The sect is separate from the Mormon church, which rejects the practice of polygamy and doesn’t endorse the FLDS.
In Arizona and Utah, where thousands of FLDS members live, a number of educators have experience with the group. They note that when church members moved to the ranch in Texas four years ago, they came from the FLDS communities of St. George and Hildale, Utah, and Colorado City, Ariz.
Shannon Price, the director of The Diversity Foundation, an organization in South Jordan, Utah, that meets education, housing, and other basic needs of people who have left the FLDS, said the quality of education received by FLDS children has deteriorated greatly in the past 10 years, after leaders of the religious group stopped supporting public schools.
The Diversity Foundation helps run a group house in St. George for 10 teenagers who left the FLDS and are attending Washington County, Utah, public schools or pursuing General Educational Development credentials.
“The younger they are, the less education they are going to have,” Ms. Price said of FLDS children. “They went from being in a traditional school, to being taught within the private sector, to being home-schooled.”
The Yearning for Zion ranch is located within the 650-student Schleicher County school district in Texas, and a spokeswoman for the Texas Education Agency said FLDS leaders had sent a letter to that district, to comply with Texas law, spelling out their intent to homeschool their children.
But most people familiar with the FLDS suspect the children from the ranch have received little instruction.
Joni Holm, who lives in Sandy, Utah, is married to a former member of the FLDS and has taken in several youths who left the FLDS in Arizona and Utah. Five years ago, she said, she took in two 16-year-old girls who lagged six or seven grades behind their peers in the local public schools.
Ms. Holm said that many adults from the FLDS have only an 8th grade education. “When you have mamas at the 8th grade level doing home schooling, that really puts the children behind,” she said.
Action Questioned
Not everyone thinks Texas officials have done the right thing to remove the children from the ranch and put them in the care of state family-protection services.
The children were taken away from the compound—though mothers have been permitted to stay with children age 5 or younger—on April 4 after a domestic-violence shelter had received calls from a 16-year-old from the ranch. The teenager said she’d been sexually and physically abused by a man more than 30 years her senior whom she called her husband, according to the family-protection agency.
Fawneta B. Caroll, an assistant principal at El Capitan School in Colorado City—who said she was once a member of the FLDS but parted ways with the group two decades ago—said Texas officials should let the children stay with their families at the compound and investigate possible child abuse on site, on a case-by-case basis.
Ms. Caroll said she was particularly disturbed about the handling of the Texas case because she herself was separated from family members when she was 7 years old in 1953 after a raid on FLDS homes in Colorado City, then called Spring Creek, and neighboring Hildale.
Then, Arizona state officials accused church members of “abuse and neglect” of children, she said, similar to accusations that Texas officials are making now.
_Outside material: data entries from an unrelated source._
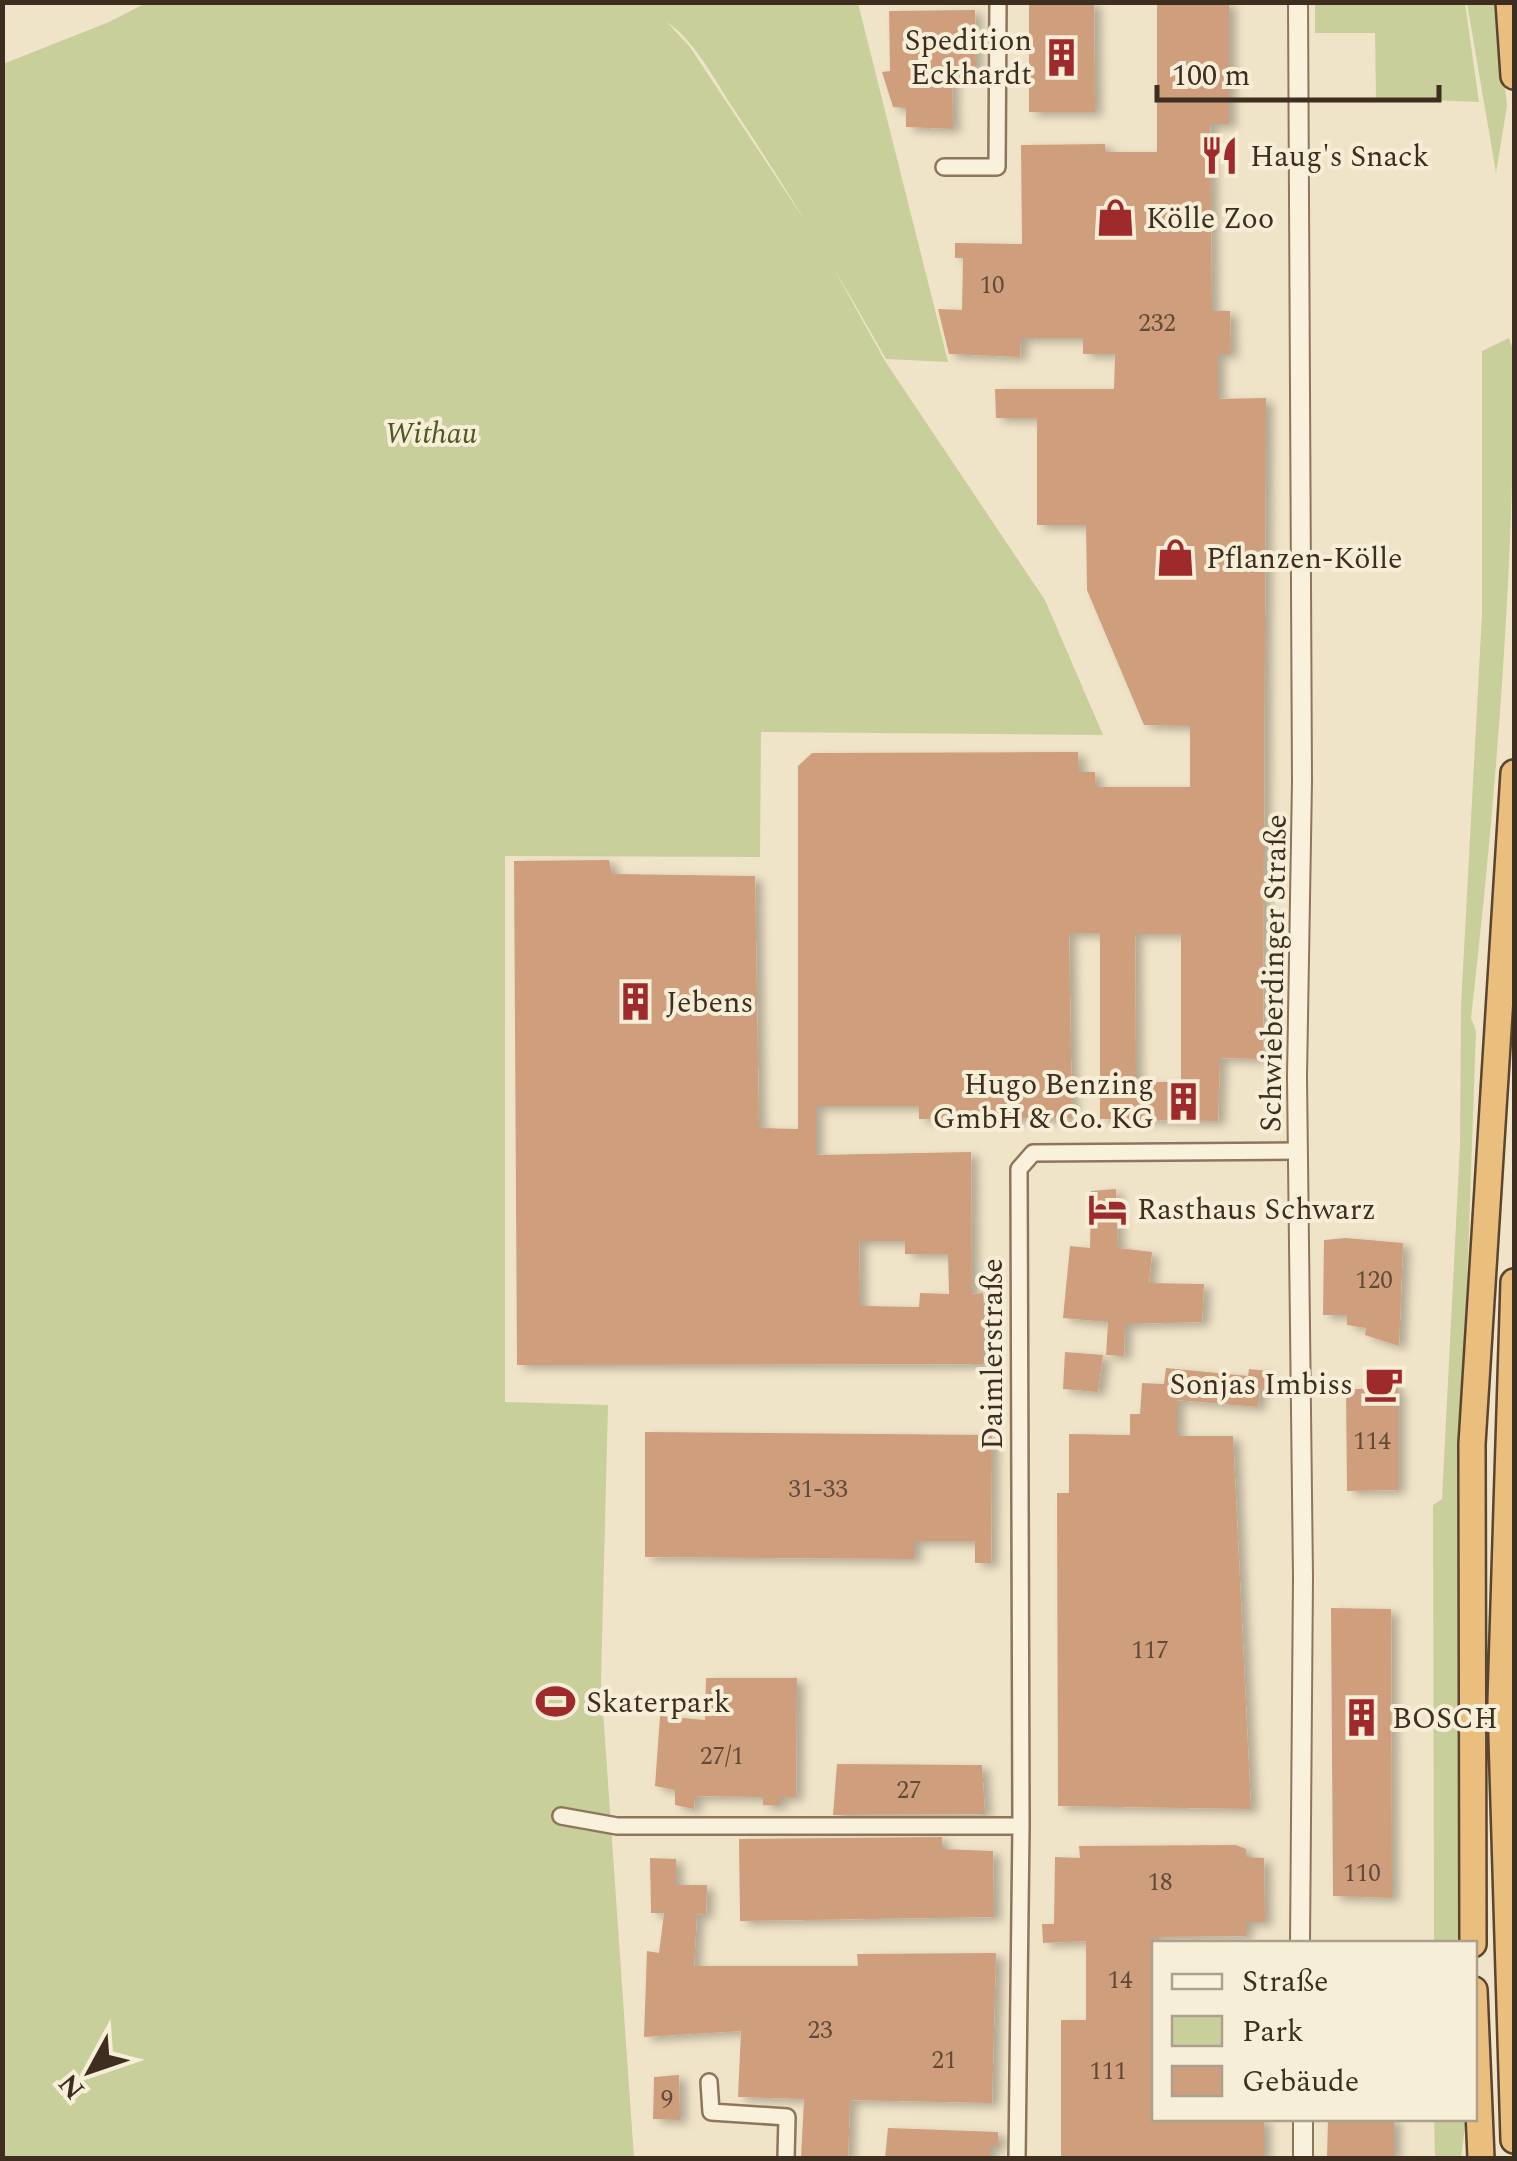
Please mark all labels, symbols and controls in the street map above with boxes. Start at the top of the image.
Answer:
place label: Spedition Eckhardt [905,18,1032,98]
building icon: Spedition Eckhardt [1041,36,1083,78]
scale bar [1157,40,1440,102]
text: 100 m [1172,53,1250,99]
place label: Haug's Snack [1250,134,1429,180]
restaurant icon: Haug's Snack [1199,135,1241,177]
place label: Kölle Zoo [1146,196,1274,242]
shop icon: Kölle Zoo [1095,197,1137,239]
house number: 10 [979,267,1005,305]
house number: 232 [1138,305,1176,343]
park label: Withau [385,411,477,457]
place label: Pflanzen-Kölle [1206,536,1403,582]
shop icon: Pflanzen-Kölle [1155,537,1197,579]
street label: Schwieberdinger Straße [1248,814,1300,1132]
place label: Jebens [666,980,754,1026]
building icon: Jebens [615,981,657,1023]
place label: Hugo Benzing GmbH & Co. KG [932,1062,1154,1142]
building icon: Hugo Benzing GmbH & Co. KG [1163,1080,1205,1122]
place label: Rasthaus Schwarz [1137,1187,1376,1233]
hotel icon: Rasthaus Schwarz [1086,1188,1128,1230]
street label: Daimlerstraße [970,1258,1016,1450]
house number: 120 [1355,1262,1393,1300]
place label: Sonjas Imbiss [1169,1362,1353,1408]
cafe icon: Sonjas Imbiss [1362,1363,1404,1405]
house number: 114 [1353,1423,1391,1461]
house number: 31-33 [788,1471,848,1509]
house number: 117 [1131,1632,1169,1670]
place label: Skaterpark [586,1680,730,1726]
sports icon: Skaterpark [535,1681,577,1723]
place label: BOSCH [1392,1696,1498,1742]
building icon: BOSCH [1341,1697,1383,1739]
house number: 27/1 [700,1738,744,1776]
house number: 27 [896,1772,922,1810]
house number: 110 [1343,1855,1381,1893]
house number: 18 [1147,1864,1173,1902]
legend [1152,1941,1477,2121]
text: Straße [1242,1959,1329,2005]
house number: 14 [1107,1962,1133,2000]
text: Park [1242,2009,1304,2055]
house number: 23 [807,2012,833,2050]
north arrow [40,2021,140,2121]
house number: 21 [931,2042,957,2080]
house number: 111 [1089,2053,1127,2091]
text: Gebäude [1242,2059,1359,2105]
text: N [48,2064,96,2109]
house number: 9 [661,2081,673,2119]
While she’s against the Texas group’s practice of underage marriage, she said, she recognizes family closeness is an important value of the group and believes it should be respected in the current situation.
Ms. Caroll, now in her early 60s, said she was among the hundreds of FLDS children who became wards of the state for two years after the 1953 raid, though birth mothers were permitted to stay with their children.
She, her birth mother, and her three younger sisters first lived with a family for eight months, arranged by state officials. They moved several times before returning to the FLDS in Colorado City, after church families regained custody of the children, she said. She attended various public schools during those two years.
Now, as a longtime educator in the Colorado City schools, which have 450 students, Ms. Caroll helps ease the transition to public schools for teenagers who have left the FLDS. El Capitan, a public high school with 183 students, has six such students, she said.
Many residents of Colorado City are members of the FLDS. According to Ms. Caroll, the education level of children from the group varies widely. The church pulled members’ children out of Colorado City public schools in 2000. (“Student Exodus Hits Schools in 2 Towns,” Sept. 13, 2000.)
Ms. Caroll said that at the same time, teachers who were church members left their jobs in the schools but continued to use their skills in the group. Some FLDS children have received a good education, she said.
Legal Limbo
In Texas, the legal situation of the children in state care is likely to remain murky for some time.
Chris Van Deusen, a public-information officer for the Texas Department of Family and Protective Services, said last week that his agency was waiting for instruction from a judge on next steps, such as whether to move children into foster care. The first custody hearing started April 17.
Susan Hays, a lawyer representing a 2-year-old girl in the case, said before that hearing: “I hope we can come up with a resolution where these children can be safe and happy. It’s difficult when you have a case this large.”
Meanwhile, Carol Ann Bonds, the superintendent of the San Angelo school system, has gotten a crash course in the beliefs and practices of FLDS members.
“A natural mother may not be able to make decisions for her child,” she said in an interview last week, listing examples of what she had been told about the group. “Women travel in a group.”
In the view of church members, she said, “other religions and ‘Gentiles’ are doing Satan’s work.” In dealing with church members, she said, “we’re told not to ask about religion, not to criticize them or their religion, not to press if they avoid eye contact.”
Teachers from her district engaged mothers and young children in experimenting with Play-Doh, tempera paints, glitter, and other materials last week, Ms. Bonds said. But she said that many of the older children were focused on their concern about the court hearing and didn’t want to participate. She said they were sitting around tables and talking.
“It’s pretty emotional. We all need to debrief when we come out [of the shelters] because they are aware the court hearing is going on today,” she reported on April 17.
“They talk to you about it. [The mothers] are scared they are going to lose their children. All we can do is just listen because we’re not asking questions.”